Return the entries in full, exactly as they were written.

================

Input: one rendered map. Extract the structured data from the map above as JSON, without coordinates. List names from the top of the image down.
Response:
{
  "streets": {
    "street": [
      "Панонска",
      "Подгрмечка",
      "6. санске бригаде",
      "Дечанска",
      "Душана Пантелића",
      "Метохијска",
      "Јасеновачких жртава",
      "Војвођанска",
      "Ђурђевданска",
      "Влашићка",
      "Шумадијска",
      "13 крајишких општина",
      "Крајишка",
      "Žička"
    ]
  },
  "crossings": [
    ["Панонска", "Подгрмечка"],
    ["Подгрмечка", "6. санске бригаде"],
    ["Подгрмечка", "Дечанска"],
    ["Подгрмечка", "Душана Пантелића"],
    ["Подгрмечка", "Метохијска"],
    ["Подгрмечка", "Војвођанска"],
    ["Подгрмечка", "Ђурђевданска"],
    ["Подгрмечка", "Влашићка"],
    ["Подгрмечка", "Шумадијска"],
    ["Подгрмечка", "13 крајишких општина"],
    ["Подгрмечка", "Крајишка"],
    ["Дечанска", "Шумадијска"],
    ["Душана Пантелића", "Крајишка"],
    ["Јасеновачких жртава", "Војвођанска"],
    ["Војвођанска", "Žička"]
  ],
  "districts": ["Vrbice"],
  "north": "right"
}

================

Solution to the problem:
Input: one rendered map. Extract the structured data from the map above as JSON, without coordinates. List names from the top of the image down.
Response:
{
  "streets": {
    "street": [
      "Панонска",
      "Подгрмечка",
      "6. санске бригаде",
      "Дечанска",
      "Душана Пантелића",
      "Метохијска",
      "Јасеновачких жртава",
      "Војвођанска",
      "Ђурђевданска",
      "Влашићка",
      "Шумадијска",
      "13 крајишких општина",
      "Крајишка",
      "Žička"
    ]
  },
  "crossings": [
    ["Панонска", "Подгрмечка"],
    ["Подгрмечка", "6. санске бригаде"],
    ["Подгрмечка", "Дечанска"],
    ["Подгрмечка", "Душана Пантелића"],
    ["Подгрмечка", "Метохијска"],
    ["Подгрмечка", "Војвођанска"],
    ["Подгрмечка", "Ђурђевданска"],
    ["Подгрмечка", "Влашићка"],
    ["Подгрмечка", "Шумадијска"],
    ["Подгрмечка", "13 крајишких општина"],
    ["Подгрмечка", "Крајишка"],
    ["Дечанска", "Шумадијска"],
    ["Душана Пантелића", "Крајишка"],
    ["Јасеновачких жртава", "Војвођанска"],
    ["Војвођанска", "Žička"]
  ],
  "districts": ["Vrbice"],
  "north": "right"
}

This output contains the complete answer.